__The data__
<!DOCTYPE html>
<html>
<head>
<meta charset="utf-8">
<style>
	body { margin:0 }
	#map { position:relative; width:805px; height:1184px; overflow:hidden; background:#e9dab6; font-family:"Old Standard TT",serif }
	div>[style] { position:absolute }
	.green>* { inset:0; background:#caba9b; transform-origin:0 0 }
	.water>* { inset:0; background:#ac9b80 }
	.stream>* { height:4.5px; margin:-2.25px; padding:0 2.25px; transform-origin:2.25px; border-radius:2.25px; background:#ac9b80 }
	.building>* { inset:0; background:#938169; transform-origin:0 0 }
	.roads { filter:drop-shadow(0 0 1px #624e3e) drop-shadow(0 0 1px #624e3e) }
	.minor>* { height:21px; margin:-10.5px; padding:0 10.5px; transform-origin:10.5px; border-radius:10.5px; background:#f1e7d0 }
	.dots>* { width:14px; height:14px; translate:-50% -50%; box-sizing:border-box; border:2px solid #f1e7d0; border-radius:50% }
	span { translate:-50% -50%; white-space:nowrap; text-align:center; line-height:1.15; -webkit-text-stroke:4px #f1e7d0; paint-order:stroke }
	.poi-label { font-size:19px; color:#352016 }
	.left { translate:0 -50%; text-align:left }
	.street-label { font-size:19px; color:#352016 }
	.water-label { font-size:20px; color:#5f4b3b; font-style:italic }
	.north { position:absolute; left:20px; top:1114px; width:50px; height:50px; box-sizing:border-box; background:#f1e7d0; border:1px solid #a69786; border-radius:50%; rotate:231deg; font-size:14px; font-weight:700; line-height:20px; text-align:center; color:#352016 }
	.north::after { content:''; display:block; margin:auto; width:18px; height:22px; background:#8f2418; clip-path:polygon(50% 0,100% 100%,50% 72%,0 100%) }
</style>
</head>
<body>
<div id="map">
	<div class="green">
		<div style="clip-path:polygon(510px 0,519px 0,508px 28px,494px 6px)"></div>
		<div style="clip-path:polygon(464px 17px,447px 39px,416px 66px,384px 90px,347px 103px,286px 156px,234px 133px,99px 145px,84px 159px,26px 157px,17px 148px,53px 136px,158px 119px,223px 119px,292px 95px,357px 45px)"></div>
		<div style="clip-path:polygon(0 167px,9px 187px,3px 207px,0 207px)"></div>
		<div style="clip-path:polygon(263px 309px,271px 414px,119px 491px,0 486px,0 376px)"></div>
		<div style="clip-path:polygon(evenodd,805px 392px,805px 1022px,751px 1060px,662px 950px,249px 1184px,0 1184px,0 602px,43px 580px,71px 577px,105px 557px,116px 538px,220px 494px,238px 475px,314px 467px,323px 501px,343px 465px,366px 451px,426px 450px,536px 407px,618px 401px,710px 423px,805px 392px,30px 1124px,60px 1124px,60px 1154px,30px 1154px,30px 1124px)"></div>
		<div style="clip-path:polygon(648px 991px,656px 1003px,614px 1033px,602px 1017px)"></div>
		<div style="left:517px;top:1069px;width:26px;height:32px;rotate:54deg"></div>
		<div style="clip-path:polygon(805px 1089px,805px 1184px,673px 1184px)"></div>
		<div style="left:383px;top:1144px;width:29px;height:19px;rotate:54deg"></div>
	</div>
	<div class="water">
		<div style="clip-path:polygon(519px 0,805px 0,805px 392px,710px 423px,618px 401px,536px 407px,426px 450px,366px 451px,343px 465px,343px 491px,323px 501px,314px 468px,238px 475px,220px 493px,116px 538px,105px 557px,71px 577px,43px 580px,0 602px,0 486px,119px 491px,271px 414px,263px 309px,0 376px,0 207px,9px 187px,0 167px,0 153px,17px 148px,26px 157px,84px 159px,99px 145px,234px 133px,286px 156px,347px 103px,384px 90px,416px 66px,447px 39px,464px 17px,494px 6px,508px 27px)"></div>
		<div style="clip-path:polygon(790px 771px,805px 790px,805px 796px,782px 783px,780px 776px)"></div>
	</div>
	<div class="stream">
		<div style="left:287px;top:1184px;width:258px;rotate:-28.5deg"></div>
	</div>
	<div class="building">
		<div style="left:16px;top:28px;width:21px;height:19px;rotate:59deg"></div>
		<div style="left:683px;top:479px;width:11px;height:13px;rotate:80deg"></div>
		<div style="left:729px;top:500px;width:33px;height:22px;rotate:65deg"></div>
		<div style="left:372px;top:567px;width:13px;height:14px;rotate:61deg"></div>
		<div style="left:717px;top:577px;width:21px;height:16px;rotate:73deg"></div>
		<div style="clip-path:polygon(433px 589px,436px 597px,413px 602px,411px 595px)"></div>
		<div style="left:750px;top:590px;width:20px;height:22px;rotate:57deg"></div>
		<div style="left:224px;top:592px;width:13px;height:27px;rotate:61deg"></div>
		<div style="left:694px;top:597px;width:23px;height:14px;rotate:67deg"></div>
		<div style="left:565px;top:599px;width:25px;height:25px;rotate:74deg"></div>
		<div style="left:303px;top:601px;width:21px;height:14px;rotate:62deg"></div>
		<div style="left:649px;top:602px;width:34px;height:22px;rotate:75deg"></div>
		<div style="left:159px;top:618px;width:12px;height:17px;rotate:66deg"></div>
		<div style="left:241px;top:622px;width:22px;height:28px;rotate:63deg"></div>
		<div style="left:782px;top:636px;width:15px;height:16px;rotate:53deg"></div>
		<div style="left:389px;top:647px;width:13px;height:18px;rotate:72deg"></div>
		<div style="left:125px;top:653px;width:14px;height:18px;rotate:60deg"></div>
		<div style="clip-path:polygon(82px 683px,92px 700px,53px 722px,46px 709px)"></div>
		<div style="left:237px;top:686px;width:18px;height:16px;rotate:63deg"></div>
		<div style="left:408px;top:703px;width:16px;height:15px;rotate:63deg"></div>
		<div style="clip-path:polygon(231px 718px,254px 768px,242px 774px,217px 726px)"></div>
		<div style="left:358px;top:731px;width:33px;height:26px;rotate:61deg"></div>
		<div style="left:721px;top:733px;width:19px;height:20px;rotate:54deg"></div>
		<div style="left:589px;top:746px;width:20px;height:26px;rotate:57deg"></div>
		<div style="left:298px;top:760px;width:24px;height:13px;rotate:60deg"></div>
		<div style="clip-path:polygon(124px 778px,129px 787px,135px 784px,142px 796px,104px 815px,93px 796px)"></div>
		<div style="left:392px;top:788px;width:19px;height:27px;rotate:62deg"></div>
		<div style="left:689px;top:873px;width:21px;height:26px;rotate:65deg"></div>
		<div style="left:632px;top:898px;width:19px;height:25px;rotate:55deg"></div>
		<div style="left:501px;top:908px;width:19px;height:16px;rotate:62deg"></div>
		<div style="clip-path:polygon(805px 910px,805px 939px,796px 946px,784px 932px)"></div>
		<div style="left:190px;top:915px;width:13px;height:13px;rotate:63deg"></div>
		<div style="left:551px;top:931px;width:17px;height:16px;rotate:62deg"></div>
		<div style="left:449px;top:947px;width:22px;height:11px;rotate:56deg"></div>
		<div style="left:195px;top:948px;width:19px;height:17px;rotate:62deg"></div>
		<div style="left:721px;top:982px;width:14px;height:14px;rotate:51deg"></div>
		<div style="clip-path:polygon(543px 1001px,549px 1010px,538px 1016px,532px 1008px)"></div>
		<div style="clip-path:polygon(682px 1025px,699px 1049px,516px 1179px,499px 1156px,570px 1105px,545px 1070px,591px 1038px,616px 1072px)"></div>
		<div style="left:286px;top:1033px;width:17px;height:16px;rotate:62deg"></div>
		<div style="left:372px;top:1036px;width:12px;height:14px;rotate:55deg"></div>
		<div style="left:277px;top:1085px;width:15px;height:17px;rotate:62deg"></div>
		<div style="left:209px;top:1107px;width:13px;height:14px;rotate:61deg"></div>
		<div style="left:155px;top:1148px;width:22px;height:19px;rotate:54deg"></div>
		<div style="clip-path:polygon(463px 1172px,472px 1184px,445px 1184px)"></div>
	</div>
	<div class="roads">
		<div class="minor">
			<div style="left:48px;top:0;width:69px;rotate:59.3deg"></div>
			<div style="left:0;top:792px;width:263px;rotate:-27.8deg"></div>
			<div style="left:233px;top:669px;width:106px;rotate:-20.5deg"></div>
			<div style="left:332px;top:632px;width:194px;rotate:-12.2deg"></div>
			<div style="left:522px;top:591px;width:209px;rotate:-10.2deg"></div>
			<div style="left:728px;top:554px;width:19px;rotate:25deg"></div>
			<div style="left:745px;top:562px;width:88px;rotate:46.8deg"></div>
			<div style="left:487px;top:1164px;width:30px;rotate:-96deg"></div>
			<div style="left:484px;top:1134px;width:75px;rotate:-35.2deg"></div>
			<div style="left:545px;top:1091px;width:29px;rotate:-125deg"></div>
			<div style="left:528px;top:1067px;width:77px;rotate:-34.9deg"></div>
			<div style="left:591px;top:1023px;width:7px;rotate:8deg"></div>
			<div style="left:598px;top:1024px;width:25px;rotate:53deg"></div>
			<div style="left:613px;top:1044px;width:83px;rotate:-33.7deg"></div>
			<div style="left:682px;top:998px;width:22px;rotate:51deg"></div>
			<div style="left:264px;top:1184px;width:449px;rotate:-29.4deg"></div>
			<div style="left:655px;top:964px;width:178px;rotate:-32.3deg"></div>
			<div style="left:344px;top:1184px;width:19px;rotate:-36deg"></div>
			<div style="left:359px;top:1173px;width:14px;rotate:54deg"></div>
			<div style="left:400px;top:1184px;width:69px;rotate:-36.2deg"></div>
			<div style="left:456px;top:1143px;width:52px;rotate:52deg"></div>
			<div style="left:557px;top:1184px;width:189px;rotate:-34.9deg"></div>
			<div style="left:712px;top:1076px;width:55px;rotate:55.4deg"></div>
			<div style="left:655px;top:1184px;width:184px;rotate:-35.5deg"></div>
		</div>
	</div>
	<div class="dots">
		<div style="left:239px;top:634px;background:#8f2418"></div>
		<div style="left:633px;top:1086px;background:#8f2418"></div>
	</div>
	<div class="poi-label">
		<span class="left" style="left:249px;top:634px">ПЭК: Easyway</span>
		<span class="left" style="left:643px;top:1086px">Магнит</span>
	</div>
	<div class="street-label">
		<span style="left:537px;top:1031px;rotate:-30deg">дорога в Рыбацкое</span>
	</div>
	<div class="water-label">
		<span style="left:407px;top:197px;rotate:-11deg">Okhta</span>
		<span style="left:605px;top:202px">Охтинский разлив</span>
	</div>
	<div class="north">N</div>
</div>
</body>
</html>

__What needs to be done__
Restate the material word for word, but only from its first line through the line containing "height:4.5px; margin:-2.25px; padding:0".

__Answer box__
<!DOCTYPE html>
<html>
<head>
<meta charset="utf-8">
<style>
	body { margin:0 }
	#map { position:relative; width:805px; height:1184px; overflow:hidden; background:#e9dab6; font-family:"Old Standard TT",serif }
	div>[style] { position:absolute }
	.green>* { inset:0; background:#caba9b; transform-origin:0 0 }
	.water>* { inset:0; background:#ac9b80 }
	.stream>* { height:4.5px; margin:-2.25px; padding:0 2.25px; transform-origin:2.25px; border-radius:2.25px; background:#ac9b80 }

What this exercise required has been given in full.